Walczyłem ze sobą, naprawdę próbowałem ugryźć ten krążek od innej strony, ale skojarzenie okazało się silniejsze ode mnie. Więc powiem wprost: exotica była tym dla lat 50., czym ambient dla lat 70., a debiutancki longplay ojca chrzestnego nurtu to takie Music for Airports tamtej dekady. Podobieństw jest aż nadto i są zbyt kuszące, by od nich uciec. Oba gatunki powstały – jeśli wierzyć anegdotom – w drodze przypadków o dość zbliżonym charakterze. Obydwie historie realizują schemat, w którym muzyk w okamgnieniu nabiera świadomości zmieniającej całą jego karierę dzięki pojedynczemu zdarzeniu lokującemu znany materiał muzyczny w nowym kontekście. Denny wraz z zespołem wykonywał swój instrumentalny utwór na świeżym powietrzu, gdy nagle występ przerwał rechot żab, które tak wpasowały się w aranżację, że nadały jej zupełnie innego wymiaru. Mniej więcej dwadzieścia lat później Eno słuchał cicho nastawionej muzyki poważnej leżąc w łóżku podczas rehabilitacji po wypadku, a zza okna dobiegał delikatny szelest deszczu, chwilami zagłuszający dźwięki z adaptera. Ale zasada była z grubsza ta sama. I exotica, i ambient kreowały sugestywne, malownicze pejzaże odsyłające do miejsc, konkretnych lub wyimaginowanych lokalizacji. Co więcej, obie tendencje przeniknęły na luźnych zasadach do innych stylów: duch ambientu budzi się w drone'ach, post-rocku czy chill-oucie doby house'u i IDM, zaś ślady idei exotiki odnajdziemy niezobowiązująco np. w barokowym popie Beach Boys, eksperymentalnych instrumentacjach tropicalii Caetano Veloso albo sielskiej sampledelii spod znaku Avalanches.

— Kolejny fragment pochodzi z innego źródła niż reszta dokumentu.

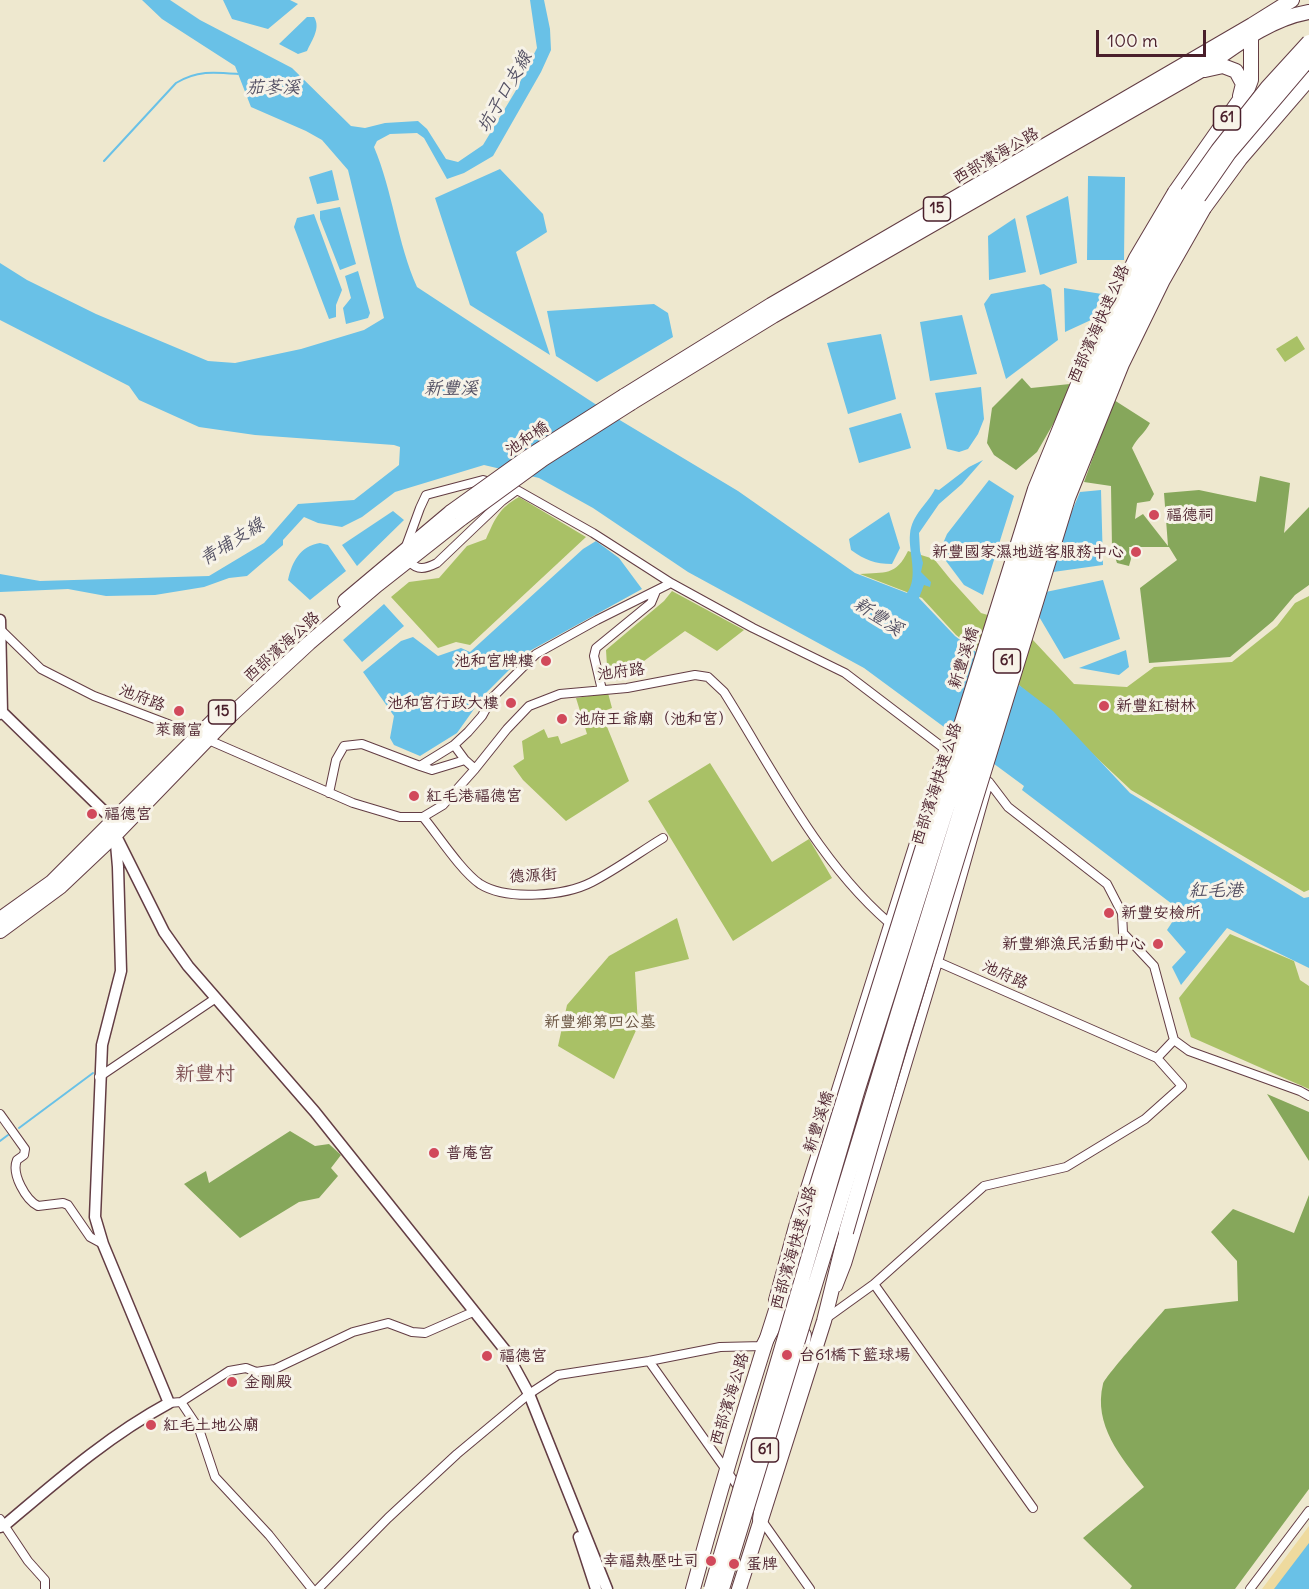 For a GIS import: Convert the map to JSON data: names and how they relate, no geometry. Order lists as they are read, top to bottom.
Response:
{
  "streets": {
    "main road": [
      "61",
      "西部濱海公路",
      "15",
      "西部濱海快速公路",
      "池和橋",
      "新豐溪橋"
    ],
    "street": ["池府路", "德源街"]
  },
  "crossings": [
    ["61", "西部濱海公路"],
    ["61", "新豐溪橋"],
    ["西部濱海公路", "池和橋"],
    ["西部濱海公路", "新豐溪橋"],
    ["西部濱海公路", "池府路"],
    ["池府路", "德源街"]
  ],
  "districts": ["新豐村"],
  "water": [
    "茄苳溪",
    "坑子口支線",
    "新豐溪",
    "青埔支線",
    "紅毛港"
  ],
  "parks": ["新豐鄉第四公墓"],
  "places": [
    "福德祠",
    "新豐國家濕地遊客服務中心",
    "池和宫牌樓",
    "池和宮行政大樓",
    "新豐紅樹林",
    "萊爾富",
    "池府王爺廟（池和宮）",
    "紅毛港福德宮",
    "福德宮",
    "新豐安檢所",
    "新豐鄉漁民活動中心",
    "普庵宫",
    "台61橋下籃球場",
    "福德宫",
    "金剛殿",
    "紅毛土地公廟",
    "幸福熱壓吐司",
    "蛋牌"
  ],
  "scale_bar": "100 m"
} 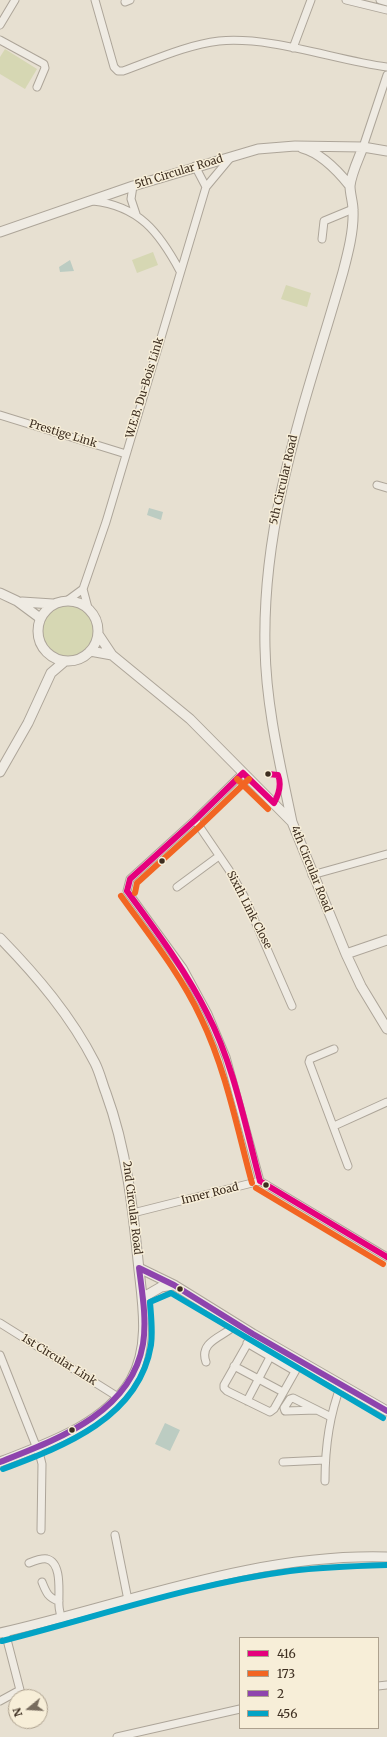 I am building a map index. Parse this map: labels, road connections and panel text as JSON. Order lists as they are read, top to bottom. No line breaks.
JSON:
{"streets":{"street":["5th Circular Road","W.E.B. Du-Bois Link","Prestige Link","4th Circular Road","Sixth Link Close","Inner Road","2nd Circular Road","1st Circular Link"]},"crossings":[["5th Circular Road","W.E.B. Du-Bois Link"],["5th Circular Road","4th Circular Road"],["W.E.B. Du-Bois Link","Prestige Link"],["Inner Road","2nd Circular Road"],["2nd Circular Road","1st Circular Link"]],"lines":["transit line 416","transit line 173","transit line 2","transit line 456"],"legend":["416","173","2","456"],"north":"left"} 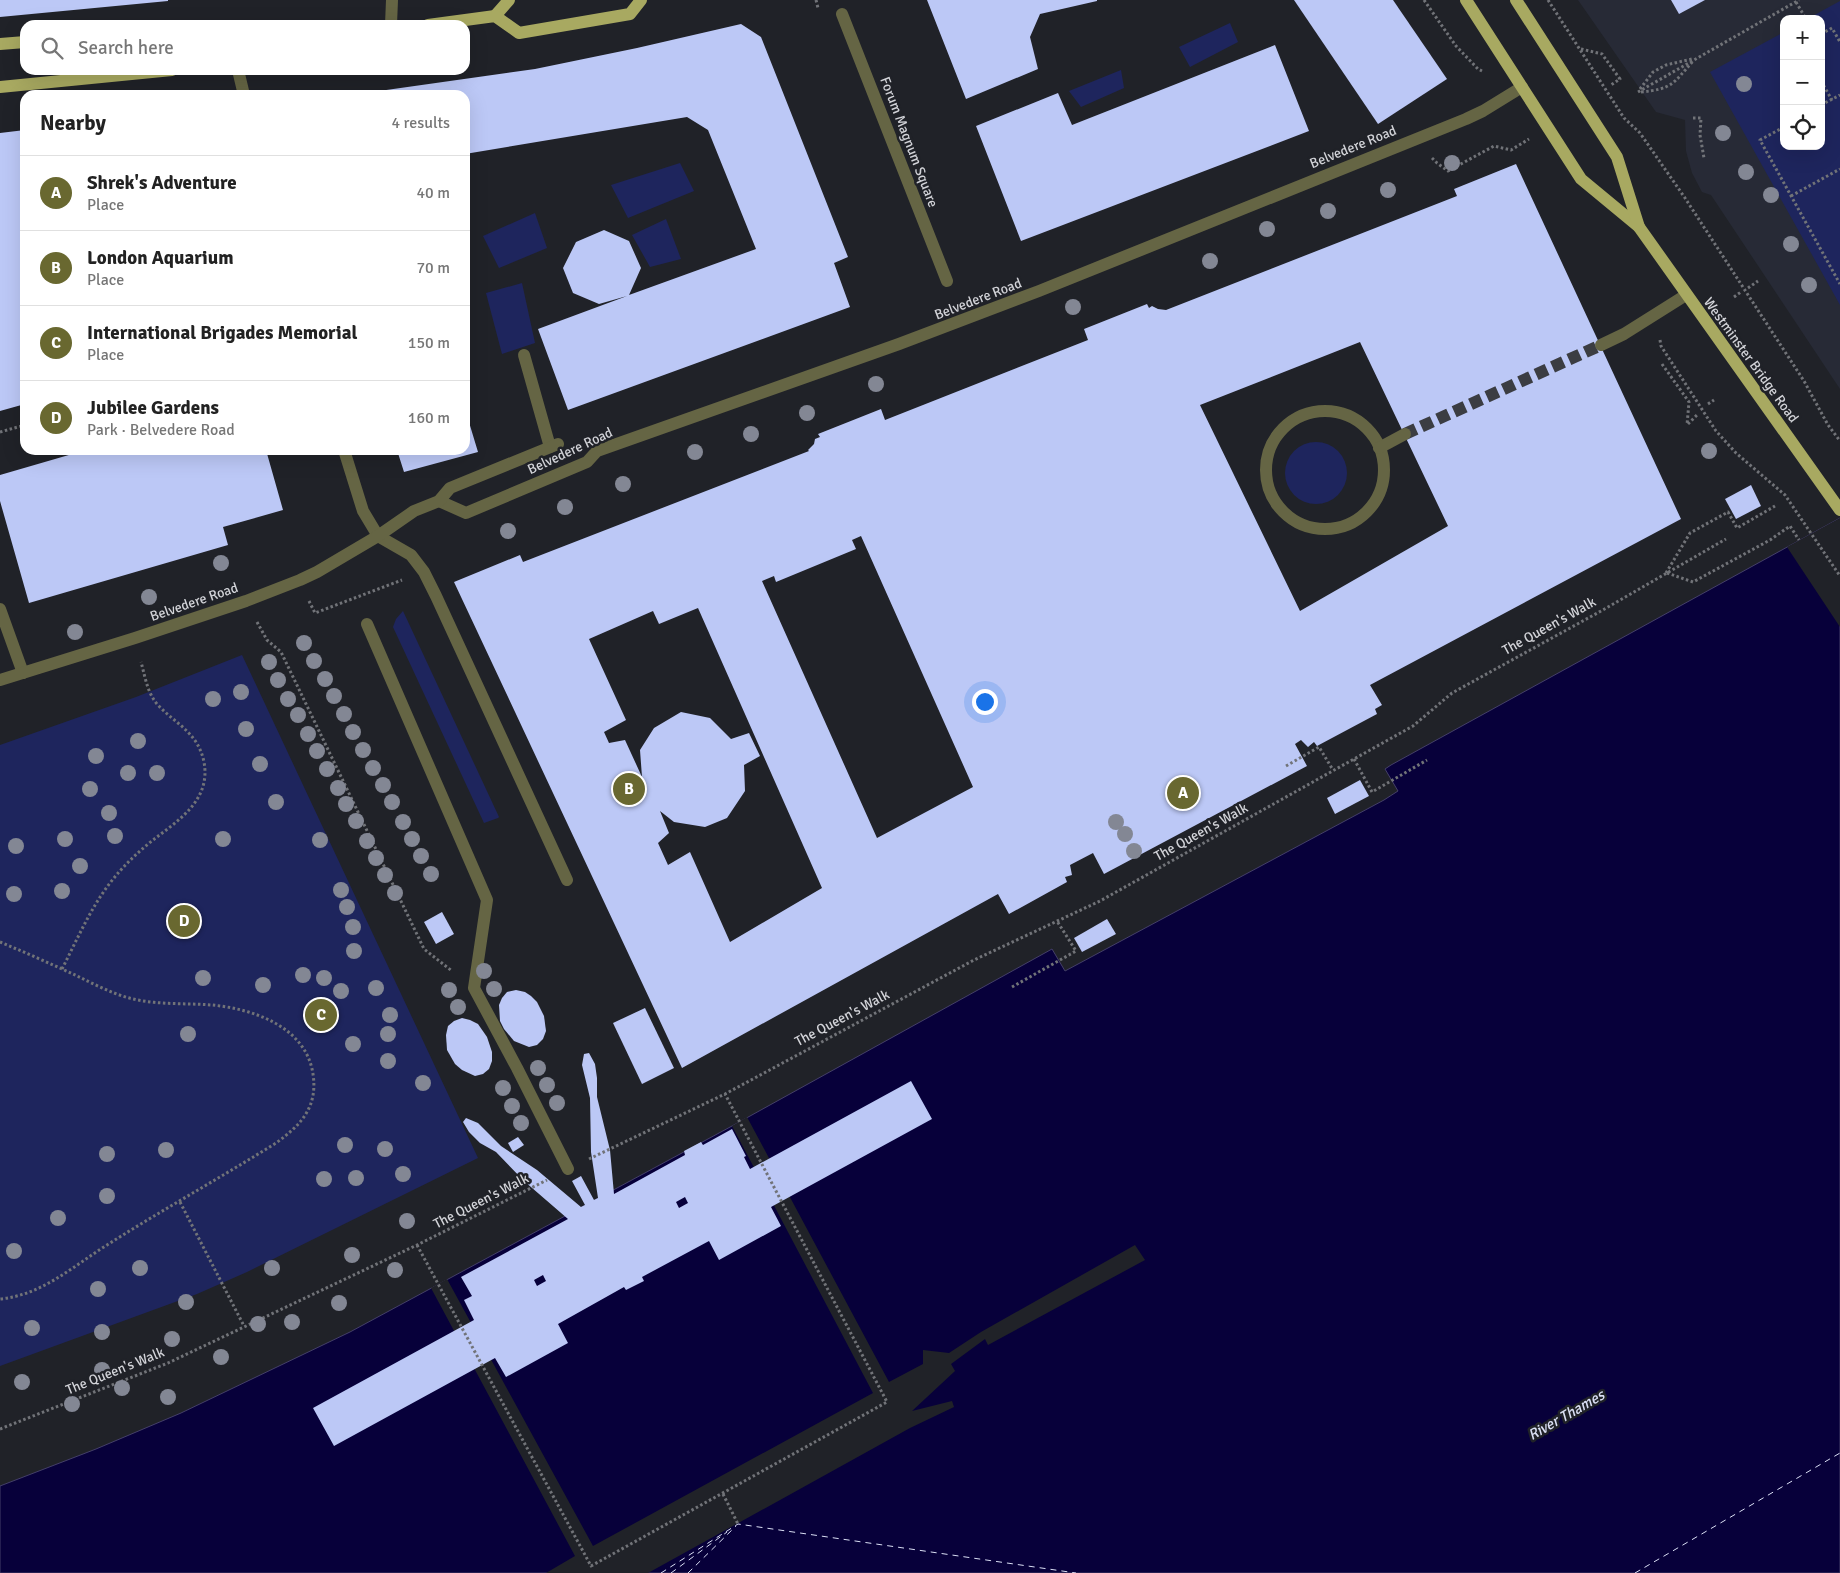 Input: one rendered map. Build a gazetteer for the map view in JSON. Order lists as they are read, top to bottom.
{
  "streets": {
    "main road": ["Westminster Bridge Road"],
    "street": ["Forum Magnum Square", "Belvedere Road"],
    "path": ["The Queen's Walk"]
  },
  "crossings": [
    ["Belvedere Road", "Westminster Bridge Road"]
  ],
  "water": ["River Thames"],
  "page": {
    "map_buttons": ["+", "−"],
    "search": "Search here",
    "heading": ["Nearby", "4 results"],
    "list": [
      {
        "mark": "A",
        "name": "Shrek's Adventure",
        "note": "Place",
        "value": "40 m"
      },
      {
        "mark": "B",
        "name": "London Aquarium",
        "note": "Place",
        "value": "70 m"
      },
      {
        "mark": "C",
        "name": "International Brigades Memorial",
        "note": "Place",
        "value": "150 m"
      },
      {
        "mark": "D",
        "name": "Jubilee Gardens",
        "note": "Park · Belvedere Road",
        "value": "160 m"
      }
    ],
    "pins": [
      "B",
      "A",
      "D",
      "C"
    ]
  }
}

Co zatem muzycznie zaprezentował Denny na debiucie? Precyzyjnie ujmując, otworzył on jedną z dwóch ścieżek exotiki zwaną "tiki" (ta druga to "jungle"), zorientowaną na audialne imitacje polinezyjskiego, hawajskiego i afro-kubańskiego "folku". Cel osiągnął adaptując z pomocą studyjnych igraszek aż pięć kompozycji wspomnianego tu (przy okazji Ymy Sumac) Lesa Baxtera z jego 6 lat starszego Ritual of the Savage, z przełomowym coverem słynnego "Quiet Village" w formie openera. Jako że pan Martin był pianistą, fakturowo i konstrukcyjnie dominują tu klawisze. Mamy karaibskie jamy upstrzone "plemiennymi" odgłosami ("Similau", "Love Dance"), pęknięty koktajl-jazz podszyty dość psychodelicznym w gruncie rzeczy niepokojem ("Lotus Land", "Jungle Flower"), zjarany, orientalny soundtrack do wizyty w palarni opium ("China Nights", "Ah Me Furi", "Hong Kong Blues" – wszystkie z powodzeniem odnalazłyby się w audiobooku na podstawie książeczki "Błękitny Lotos" o przygodach Tintina), usypiający, mgiełkowy proto-ambient, niby pradziadek zjaw Caretakera na An Empty Bliss Beyond This World ("Waipio") i wreszcie, last but not least, dzwonkowo-fortepianowe serie geometrycznych repetycji "jak Boga kocham" zapowiadające pracki środkowego Reicha ("Stone God"). Podobnie jak z ambientem, zalążki exotiki orbitowały już od kilku sezonów i podobnie jak Eno, Denny nagrał potem sporo ciekawych kontynuacji (z których szczególnie warto sprawdzić Hypnotique), ale tak jak z Music for Airports: to tu słowo stało się ciałem, a wykonanie tak brawurowo dogoniło koncepcję.